= WORK TO COMPLETE =
In the data below, how many lines contain the string "controls"? Reply with the number only.

GIVEN INFORMATION Block Start

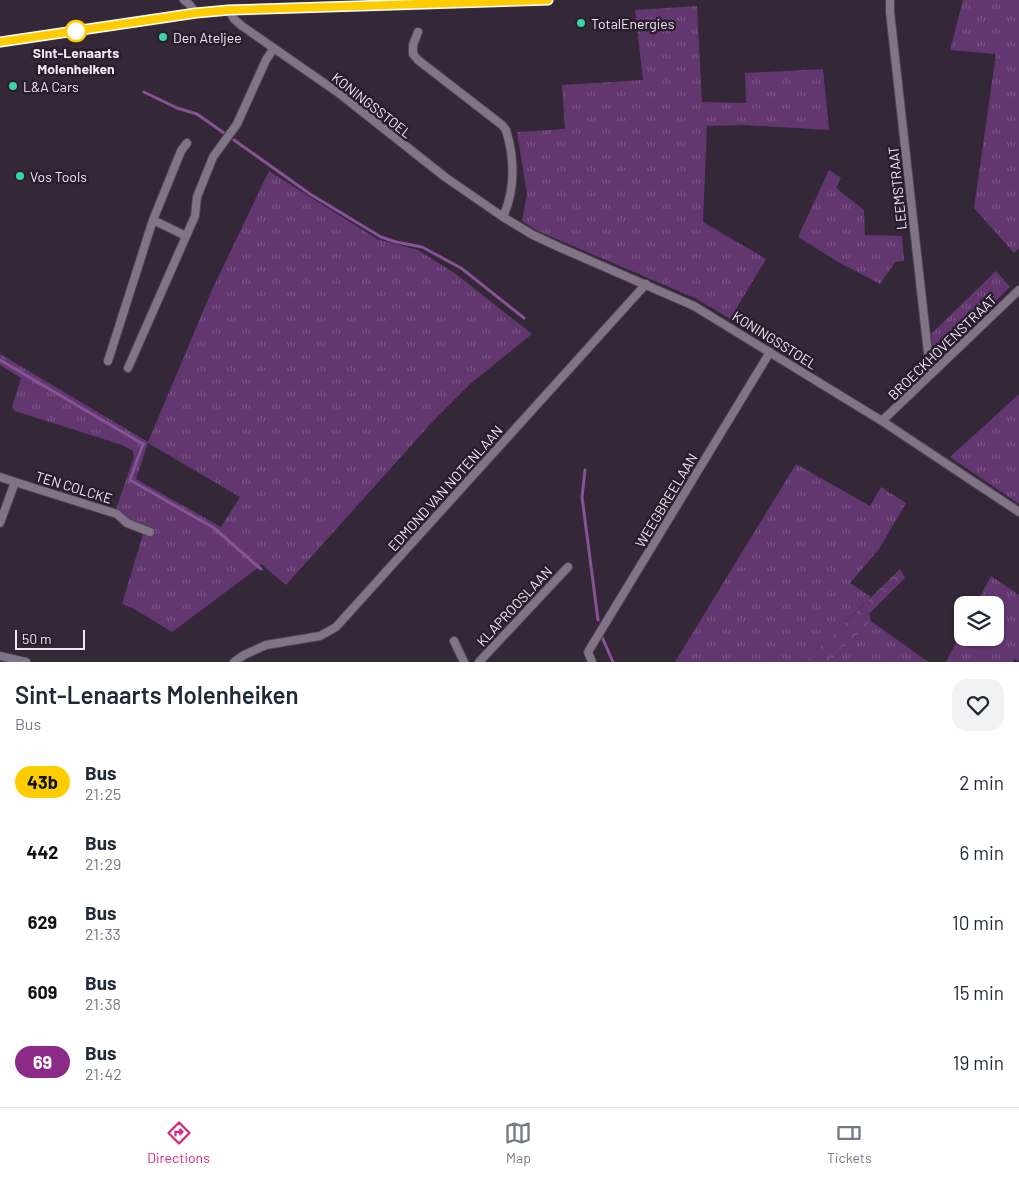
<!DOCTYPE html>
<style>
body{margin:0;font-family:Barlow,sans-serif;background:#f2f2f3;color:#1f2937;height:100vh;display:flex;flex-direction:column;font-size:19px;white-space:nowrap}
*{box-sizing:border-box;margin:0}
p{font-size:16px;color:#747a83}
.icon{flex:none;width:28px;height:28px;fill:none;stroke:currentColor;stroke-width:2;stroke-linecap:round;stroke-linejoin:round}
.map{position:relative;height:662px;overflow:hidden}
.side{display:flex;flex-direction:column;background:#fff;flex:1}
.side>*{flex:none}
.badge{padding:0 10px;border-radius:16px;font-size:18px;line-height:32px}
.controls{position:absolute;left:954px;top:596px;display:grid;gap:10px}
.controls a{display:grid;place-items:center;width:50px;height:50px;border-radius:10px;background:#fff;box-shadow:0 1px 4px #0004;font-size:25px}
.scale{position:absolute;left:15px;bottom:12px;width:70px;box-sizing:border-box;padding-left:5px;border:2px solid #efe7f2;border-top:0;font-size:14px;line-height:18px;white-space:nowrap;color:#efe7f2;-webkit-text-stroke:4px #2a1d2e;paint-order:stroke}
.map>.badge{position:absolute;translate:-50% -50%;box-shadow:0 0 0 2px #fff}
.round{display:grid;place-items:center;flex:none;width:52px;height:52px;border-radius:15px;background:#f2f2f3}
.headline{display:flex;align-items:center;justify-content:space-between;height:85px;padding:0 15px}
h1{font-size:24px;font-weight:600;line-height:38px}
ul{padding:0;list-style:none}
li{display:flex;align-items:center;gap:15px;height:70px;padding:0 15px}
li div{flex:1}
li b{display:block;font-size:19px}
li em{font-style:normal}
li .badge{min-width:55px;font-weight:700;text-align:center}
.tabs{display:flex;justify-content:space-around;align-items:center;height:70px;border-top:1px solid #e0e1e3;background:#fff;font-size:14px;color:#747a83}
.tabs a{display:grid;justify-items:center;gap:2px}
.tabs .current{color:#db2777}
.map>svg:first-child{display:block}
</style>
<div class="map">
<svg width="1019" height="662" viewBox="0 0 1019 662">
<defs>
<pattern id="grass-tufts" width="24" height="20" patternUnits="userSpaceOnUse" patternTransform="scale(1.25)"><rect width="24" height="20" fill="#623770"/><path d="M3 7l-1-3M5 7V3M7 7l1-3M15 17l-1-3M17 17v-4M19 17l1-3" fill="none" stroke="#795485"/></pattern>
<pattern id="forest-crowns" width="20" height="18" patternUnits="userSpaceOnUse" patternTransform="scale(1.25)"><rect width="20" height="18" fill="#623770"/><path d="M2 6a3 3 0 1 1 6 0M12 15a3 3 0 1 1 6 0" fill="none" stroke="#795485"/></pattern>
</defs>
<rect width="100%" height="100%" fill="#342738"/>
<path fill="url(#grass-tufts)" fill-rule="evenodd" d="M 963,0 L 1019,0 L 1019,248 L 1014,253 L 974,208 L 996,54 L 950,50 Z
M 697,6 L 702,102 L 746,103 L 745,73 L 823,69 L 829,130 L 743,125 L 707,126 L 703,222 L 766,259 L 730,319 L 697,299 L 538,231 L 522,221 L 527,194 L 517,132 L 565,129 L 562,85 L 643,80 L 635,10 Z
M 829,170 L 841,178 L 836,188 L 864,210 L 865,235 L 902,236 L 904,261 L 895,262 L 880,284 L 840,263 L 798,237 Z
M 269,171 L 377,239 L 418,250 L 456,274 L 532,334 L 470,384 L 434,420 L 286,585 L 261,564 L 259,567 L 172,632 L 131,607 L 122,604 L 143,534 L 151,537 L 153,529 L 134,523 L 116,509 L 134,457 L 133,451 L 122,445 L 15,411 L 12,407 L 21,378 L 0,365 L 0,354 L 148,442 L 212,290 ZM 148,443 L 240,497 L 221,527 L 136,479 Z
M 996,271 L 1010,287 L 935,360 L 931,334 Z
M 1019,394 L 1019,504 L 950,457 Z
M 796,464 L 870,506 L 881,487 L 906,503 L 879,549 L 850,583 L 871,597 L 805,662 L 675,662 Z
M 991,576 L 1019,595 L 1019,661 L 1014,659 L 1013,662 L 946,662 L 962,631 L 962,638 L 995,638 L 995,605 L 976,605 Z
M 871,621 L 924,659 L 929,662 L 830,662 Z"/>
<path fill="url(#forest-crowns)" d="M 900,569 L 905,578 L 869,614 L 871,621 L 830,662 L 805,662 Z"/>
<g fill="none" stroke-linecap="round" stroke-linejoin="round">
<path stroke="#865396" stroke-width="3" d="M 144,92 L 177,108 L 197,114 L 224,133
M 234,140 L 310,194 L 381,237 L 396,242 L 422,247 L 461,268 L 524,318
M 0,360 L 143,444 L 130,480 L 214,528 L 261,569
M 585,470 L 582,497 L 598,620
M 602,637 L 613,662"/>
<defs>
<path id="street" d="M 184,0 L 189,4 L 196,13
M 890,0 L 890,12 L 929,362 L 933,372
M 229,10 L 234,19 L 242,26 L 340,94 L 445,177 L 503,217 L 533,235 L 561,248 L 694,306 L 882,421 L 1019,512
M 418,32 L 413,45 L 413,54 L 418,60 L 502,125 L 506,130 C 515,160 515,190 503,217
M 153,220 L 186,236
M 108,361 L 153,220 L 181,151 L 187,143
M 128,368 L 195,216 L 197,197 L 213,157 L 237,124 L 266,60 L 274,48
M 882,421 L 1019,290
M 0,477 L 15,482
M 0,523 L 15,482 L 117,514 L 127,523 L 150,532
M 454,641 L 464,662
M 0,656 L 26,662
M 234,662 L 244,655 L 266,645 L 320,636 L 336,627 L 646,284
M 479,662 L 568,567
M 592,662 L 588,652 L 770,352"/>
<path id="secondary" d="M 0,42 L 196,13 L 229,10 L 548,0"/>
</defs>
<use href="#street" stroke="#4e4452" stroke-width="10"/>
<use href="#secondary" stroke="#4e4452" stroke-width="12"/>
<use href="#street" stroke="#827387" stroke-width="8"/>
<use href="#secondary" stroke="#827387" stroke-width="10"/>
</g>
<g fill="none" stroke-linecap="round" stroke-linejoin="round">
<defs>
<path id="line" d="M 0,42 L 196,13 L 229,10 L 548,0"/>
</defs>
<use href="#line" stroke="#fff" stroke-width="11"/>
<use href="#line" stroke="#fc0" stroke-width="8"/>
</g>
<g fill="#3bd4a4" stroke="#2a1d2e" stroke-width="2">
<circle cx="581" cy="23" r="5"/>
<circle cx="163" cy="37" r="5"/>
<circle cx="13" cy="86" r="5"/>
<circle cx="20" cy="176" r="5"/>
</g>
<circle fill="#fff" stroke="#fc0" stroke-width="2.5" cx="76" cy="31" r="10"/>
<g text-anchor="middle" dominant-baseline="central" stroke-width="5" stroke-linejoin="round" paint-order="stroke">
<g font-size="14" fill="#efe7f2" stroke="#2a1d2e" text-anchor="start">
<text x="591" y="23">TotalEnergies</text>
<text x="173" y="37">Den Ateljee</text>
<text x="23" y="86">L&amp;A Cars</text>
<text x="30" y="176">Vos Tools</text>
</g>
<g font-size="14" font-weight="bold" fill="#efe7f2" stroke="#2a1d2e">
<text x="76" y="52">Sint-Lenaarts<tspan x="76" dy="16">Molenheiken</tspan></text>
</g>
<g font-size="14" fill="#efe7f2" stroke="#2a1d2e">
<text transform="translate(372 105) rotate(38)">KONINGSSTOEL</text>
<text transform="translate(897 188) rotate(-96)">LEEMSTRAAT</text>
<text transform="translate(775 340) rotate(32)">KONINGSSTOEL</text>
<text transform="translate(942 347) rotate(-44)">BROECKHOVENSTRAAT</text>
<text transform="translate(74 487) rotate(17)">TEN COLCKE</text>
<text transform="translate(445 488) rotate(-48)">EDMOND VAN NOTENLAAN</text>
<text transform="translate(666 500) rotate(-59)">WEEGBREELAAN</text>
<text transform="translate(514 606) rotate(-47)">KLAPROOSLAAN</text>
</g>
</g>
</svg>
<div class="controls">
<a><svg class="icon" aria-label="layers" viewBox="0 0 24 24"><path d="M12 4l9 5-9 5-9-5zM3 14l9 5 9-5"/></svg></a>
</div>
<div class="scale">50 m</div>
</div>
<section class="side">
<div class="headline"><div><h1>Sint-Lenaarts Molenheiken</h1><p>Bus</p></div><a class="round"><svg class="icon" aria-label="heart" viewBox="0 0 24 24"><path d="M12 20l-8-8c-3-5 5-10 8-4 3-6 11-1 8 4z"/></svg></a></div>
<ul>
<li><span class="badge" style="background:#fc0;color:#111">43b</span><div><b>Bus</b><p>21:25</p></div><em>2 min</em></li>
<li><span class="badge" style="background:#fff;color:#111">442</span><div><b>Bus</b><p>21:29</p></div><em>6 min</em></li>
<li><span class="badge" style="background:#fff;color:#111">629</span><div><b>Bus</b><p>21:33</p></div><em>10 min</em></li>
<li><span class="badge" style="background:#fff;color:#111">609</span><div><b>Bus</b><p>21:38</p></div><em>15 min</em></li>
<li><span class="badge" style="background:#8c2b87;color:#fff">69</span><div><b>Bus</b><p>21:42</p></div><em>19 min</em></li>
</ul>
</section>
<nav class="tabs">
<a class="current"><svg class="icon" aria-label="directions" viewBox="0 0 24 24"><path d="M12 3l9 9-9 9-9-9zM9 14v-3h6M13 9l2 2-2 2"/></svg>Directions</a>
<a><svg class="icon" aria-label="map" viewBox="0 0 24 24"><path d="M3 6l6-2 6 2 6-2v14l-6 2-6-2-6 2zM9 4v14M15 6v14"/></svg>Map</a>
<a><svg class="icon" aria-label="tickets" viewBox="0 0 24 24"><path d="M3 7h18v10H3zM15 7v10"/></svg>Tickets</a>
</nav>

GIVEN INFORMATION Block End

= SOLUTION FOR THIS PROBLEM =
3